1. Coffee (n.), the person upon whom one coughs.

2. Flabbergasted (adj.), appalled over how much weight you have gained.

3 . Abdicate (v.), to give up all hope of ever having a flat stomach.

4. Esplanade (v.), to attempt an explanation while drunk.

5. Willy-nilly (adj.), impotent.

6. Negligent (adj.), describes a condition in which you absentmindedly answer the door in your nightgown.

7. Lymph (v.), to walk with a lisp.

8. Gargoyle (n.), olive-flavored mouthwash.

9. Flatulence (n.) emergency vehicle that picks you up after you are run over by a steamroller.

10. Balderdash (n.), a rapidly receding hairline.

11. Testicle (n.), a humorous question on an exam.

12. Rectitude (n.), the formal, dignified bearing adopted by proctologists.

13. Pokemon (n), a Rastafarian proctologist.

14. Oyster (n.), a person who sprinkles his conversation with Yiddishisms.

15. Frisbeetarianism (n.), (back by popular demand): The belief that, when you die, your Soul flies up onto the roof and gets stuck there.

16. Circumvent (n.), an opening in the front of boxer shorts worn by Jewish men.
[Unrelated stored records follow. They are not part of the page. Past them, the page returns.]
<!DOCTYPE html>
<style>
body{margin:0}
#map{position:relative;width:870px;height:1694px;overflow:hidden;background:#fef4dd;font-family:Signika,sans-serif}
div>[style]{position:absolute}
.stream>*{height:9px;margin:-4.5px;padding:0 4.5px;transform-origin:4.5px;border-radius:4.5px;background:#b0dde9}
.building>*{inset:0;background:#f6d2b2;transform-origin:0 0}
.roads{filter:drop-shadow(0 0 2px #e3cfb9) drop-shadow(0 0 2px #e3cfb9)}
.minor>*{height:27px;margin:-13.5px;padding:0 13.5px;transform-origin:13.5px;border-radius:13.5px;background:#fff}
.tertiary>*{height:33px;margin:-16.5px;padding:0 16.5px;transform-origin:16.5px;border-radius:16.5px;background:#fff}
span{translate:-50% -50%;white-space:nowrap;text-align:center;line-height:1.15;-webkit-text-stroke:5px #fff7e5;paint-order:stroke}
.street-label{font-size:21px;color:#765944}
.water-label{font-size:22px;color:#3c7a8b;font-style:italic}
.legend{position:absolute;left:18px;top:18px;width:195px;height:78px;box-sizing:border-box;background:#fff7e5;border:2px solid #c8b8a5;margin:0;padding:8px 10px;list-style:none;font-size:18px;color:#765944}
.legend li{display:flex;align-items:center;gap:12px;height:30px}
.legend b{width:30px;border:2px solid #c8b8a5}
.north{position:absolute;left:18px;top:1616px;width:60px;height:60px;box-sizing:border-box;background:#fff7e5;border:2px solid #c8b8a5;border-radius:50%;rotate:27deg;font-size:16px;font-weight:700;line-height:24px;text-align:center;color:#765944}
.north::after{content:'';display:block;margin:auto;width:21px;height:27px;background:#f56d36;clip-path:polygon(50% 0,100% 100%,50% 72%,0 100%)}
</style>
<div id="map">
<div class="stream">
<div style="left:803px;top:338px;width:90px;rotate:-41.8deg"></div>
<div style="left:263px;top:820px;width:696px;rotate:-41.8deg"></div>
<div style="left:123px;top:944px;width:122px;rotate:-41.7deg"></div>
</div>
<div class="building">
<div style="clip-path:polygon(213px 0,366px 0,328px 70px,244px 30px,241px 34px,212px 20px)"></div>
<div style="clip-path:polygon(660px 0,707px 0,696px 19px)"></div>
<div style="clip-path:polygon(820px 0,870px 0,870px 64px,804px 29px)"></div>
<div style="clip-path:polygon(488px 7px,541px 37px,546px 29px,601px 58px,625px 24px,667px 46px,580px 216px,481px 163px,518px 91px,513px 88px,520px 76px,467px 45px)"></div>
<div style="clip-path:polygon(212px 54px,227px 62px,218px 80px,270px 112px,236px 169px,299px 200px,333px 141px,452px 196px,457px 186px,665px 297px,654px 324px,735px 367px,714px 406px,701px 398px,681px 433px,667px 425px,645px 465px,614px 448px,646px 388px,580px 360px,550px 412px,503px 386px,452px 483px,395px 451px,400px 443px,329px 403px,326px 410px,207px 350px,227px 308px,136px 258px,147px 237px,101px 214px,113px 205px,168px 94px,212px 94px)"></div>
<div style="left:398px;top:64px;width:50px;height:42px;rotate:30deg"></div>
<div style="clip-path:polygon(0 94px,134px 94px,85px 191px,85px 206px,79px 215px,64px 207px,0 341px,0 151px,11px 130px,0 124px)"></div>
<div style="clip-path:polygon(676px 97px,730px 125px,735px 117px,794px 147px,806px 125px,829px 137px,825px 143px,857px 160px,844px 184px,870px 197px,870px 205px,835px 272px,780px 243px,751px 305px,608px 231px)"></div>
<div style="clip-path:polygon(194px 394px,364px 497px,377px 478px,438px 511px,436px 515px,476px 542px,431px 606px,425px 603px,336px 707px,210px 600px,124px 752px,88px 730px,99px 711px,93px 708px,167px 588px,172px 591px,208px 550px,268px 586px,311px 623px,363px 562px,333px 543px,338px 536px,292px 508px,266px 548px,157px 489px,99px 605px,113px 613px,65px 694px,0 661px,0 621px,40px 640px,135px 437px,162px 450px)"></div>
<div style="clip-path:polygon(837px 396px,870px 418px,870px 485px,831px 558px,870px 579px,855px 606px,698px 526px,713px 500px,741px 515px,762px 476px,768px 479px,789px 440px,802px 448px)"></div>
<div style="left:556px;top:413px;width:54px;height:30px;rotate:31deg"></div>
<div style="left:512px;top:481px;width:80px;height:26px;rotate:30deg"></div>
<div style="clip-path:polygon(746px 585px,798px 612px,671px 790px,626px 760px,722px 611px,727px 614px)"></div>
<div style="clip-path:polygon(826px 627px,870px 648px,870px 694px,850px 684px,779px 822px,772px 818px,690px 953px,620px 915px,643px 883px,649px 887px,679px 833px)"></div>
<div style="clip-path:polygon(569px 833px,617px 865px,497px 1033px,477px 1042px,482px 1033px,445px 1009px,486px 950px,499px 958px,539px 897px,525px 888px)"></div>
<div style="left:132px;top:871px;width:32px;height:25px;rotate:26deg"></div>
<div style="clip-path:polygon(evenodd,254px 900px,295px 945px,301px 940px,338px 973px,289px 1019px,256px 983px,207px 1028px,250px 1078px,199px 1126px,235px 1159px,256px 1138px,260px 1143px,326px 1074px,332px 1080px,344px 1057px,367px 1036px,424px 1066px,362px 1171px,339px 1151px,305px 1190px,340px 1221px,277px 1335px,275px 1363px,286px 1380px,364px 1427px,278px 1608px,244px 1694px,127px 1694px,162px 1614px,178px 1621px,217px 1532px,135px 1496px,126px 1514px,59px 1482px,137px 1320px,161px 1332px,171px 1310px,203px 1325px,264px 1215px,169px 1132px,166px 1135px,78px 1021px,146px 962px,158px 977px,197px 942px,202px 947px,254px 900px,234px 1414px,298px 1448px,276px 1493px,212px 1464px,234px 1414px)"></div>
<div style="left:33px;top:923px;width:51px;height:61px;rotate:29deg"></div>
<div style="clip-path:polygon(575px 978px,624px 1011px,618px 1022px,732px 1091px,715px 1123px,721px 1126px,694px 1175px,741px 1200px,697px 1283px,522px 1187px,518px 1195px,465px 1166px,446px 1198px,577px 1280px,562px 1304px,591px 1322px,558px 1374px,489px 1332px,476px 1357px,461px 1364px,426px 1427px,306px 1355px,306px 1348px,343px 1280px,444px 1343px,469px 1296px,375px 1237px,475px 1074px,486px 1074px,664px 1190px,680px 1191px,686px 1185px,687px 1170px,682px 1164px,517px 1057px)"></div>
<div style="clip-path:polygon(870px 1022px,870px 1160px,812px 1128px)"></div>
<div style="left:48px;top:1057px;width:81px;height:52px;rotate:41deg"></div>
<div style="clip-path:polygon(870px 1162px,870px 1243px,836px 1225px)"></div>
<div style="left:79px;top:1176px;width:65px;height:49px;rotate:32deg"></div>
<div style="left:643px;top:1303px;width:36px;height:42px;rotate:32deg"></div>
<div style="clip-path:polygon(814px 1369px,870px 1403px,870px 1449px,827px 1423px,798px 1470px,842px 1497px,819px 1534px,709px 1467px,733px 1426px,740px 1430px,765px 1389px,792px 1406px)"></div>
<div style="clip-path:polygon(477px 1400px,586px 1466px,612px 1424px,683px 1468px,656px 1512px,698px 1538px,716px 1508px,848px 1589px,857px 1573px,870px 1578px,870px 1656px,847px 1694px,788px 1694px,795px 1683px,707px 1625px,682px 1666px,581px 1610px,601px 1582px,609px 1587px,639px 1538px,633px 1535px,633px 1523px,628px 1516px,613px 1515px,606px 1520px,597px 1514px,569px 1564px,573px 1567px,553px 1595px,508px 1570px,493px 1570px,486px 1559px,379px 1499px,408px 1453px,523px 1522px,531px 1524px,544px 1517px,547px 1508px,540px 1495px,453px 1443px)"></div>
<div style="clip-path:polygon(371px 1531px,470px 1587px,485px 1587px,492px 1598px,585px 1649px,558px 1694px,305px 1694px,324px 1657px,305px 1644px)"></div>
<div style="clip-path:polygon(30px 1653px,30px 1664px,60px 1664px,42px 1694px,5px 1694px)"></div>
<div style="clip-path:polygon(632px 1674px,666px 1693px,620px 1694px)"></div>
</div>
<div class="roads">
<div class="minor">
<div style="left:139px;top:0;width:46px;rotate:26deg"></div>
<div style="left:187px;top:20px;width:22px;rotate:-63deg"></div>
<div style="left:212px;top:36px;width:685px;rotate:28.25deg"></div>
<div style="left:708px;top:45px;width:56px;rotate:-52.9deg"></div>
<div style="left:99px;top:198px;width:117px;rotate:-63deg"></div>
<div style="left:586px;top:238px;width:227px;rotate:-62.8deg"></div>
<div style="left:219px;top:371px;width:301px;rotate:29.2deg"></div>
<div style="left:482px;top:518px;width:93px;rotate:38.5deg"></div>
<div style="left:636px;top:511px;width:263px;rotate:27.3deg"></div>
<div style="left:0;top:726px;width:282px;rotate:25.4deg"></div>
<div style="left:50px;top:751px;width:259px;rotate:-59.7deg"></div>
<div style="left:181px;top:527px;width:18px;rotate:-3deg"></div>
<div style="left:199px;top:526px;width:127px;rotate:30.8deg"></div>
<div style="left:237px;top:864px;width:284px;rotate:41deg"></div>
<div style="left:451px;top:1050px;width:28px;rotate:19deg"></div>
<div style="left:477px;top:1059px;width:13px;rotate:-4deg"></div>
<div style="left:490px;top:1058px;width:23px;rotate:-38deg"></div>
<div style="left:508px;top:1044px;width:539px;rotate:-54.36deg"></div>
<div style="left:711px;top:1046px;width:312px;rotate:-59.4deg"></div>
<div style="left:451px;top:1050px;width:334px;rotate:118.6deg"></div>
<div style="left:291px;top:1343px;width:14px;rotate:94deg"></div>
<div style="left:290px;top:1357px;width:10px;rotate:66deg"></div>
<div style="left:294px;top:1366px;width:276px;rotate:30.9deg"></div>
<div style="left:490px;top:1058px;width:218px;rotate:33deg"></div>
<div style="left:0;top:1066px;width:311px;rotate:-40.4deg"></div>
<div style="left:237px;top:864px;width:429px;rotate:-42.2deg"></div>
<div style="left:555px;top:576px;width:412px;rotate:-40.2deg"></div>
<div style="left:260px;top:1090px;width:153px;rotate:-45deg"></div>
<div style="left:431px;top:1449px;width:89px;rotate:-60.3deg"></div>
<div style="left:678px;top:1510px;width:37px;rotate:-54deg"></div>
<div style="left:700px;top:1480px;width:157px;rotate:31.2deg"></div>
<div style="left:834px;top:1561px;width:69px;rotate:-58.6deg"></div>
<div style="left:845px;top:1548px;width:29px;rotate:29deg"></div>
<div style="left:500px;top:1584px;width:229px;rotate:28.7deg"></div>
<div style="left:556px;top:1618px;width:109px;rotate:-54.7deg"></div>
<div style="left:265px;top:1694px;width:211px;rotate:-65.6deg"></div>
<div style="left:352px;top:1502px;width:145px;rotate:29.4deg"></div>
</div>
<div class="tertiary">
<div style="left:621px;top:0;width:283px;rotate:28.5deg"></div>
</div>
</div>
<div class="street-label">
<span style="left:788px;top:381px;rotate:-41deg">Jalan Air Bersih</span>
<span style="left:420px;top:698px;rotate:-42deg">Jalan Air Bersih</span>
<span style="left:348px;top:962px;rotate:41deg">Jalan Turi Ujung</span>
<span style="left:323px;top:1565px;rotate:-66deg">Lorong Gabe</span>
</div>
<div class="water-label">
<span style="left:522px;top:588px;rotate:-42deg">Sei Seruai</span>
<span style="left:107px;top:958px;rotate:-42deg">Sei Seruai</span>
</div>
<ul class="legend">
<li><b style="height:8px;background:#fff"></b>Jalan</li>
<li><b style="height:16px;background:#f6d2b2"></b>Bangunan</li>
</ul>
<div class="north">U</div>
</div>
The Washington Post's Style Invitational also asked readers to take any word from the dictionary, alter it by adding, subtracting, or changing one letter, and supply a new definition.

Here are this year's winners:

1. Bozone (n.): The substance surrounding stupid people that stops bright ideas from penetrating. The bozone layer, unfortunately, shows little sign of breaking down in the near future.

2. Foreploy (v): Any misrepresentation about yourself for the purpose of getting laid.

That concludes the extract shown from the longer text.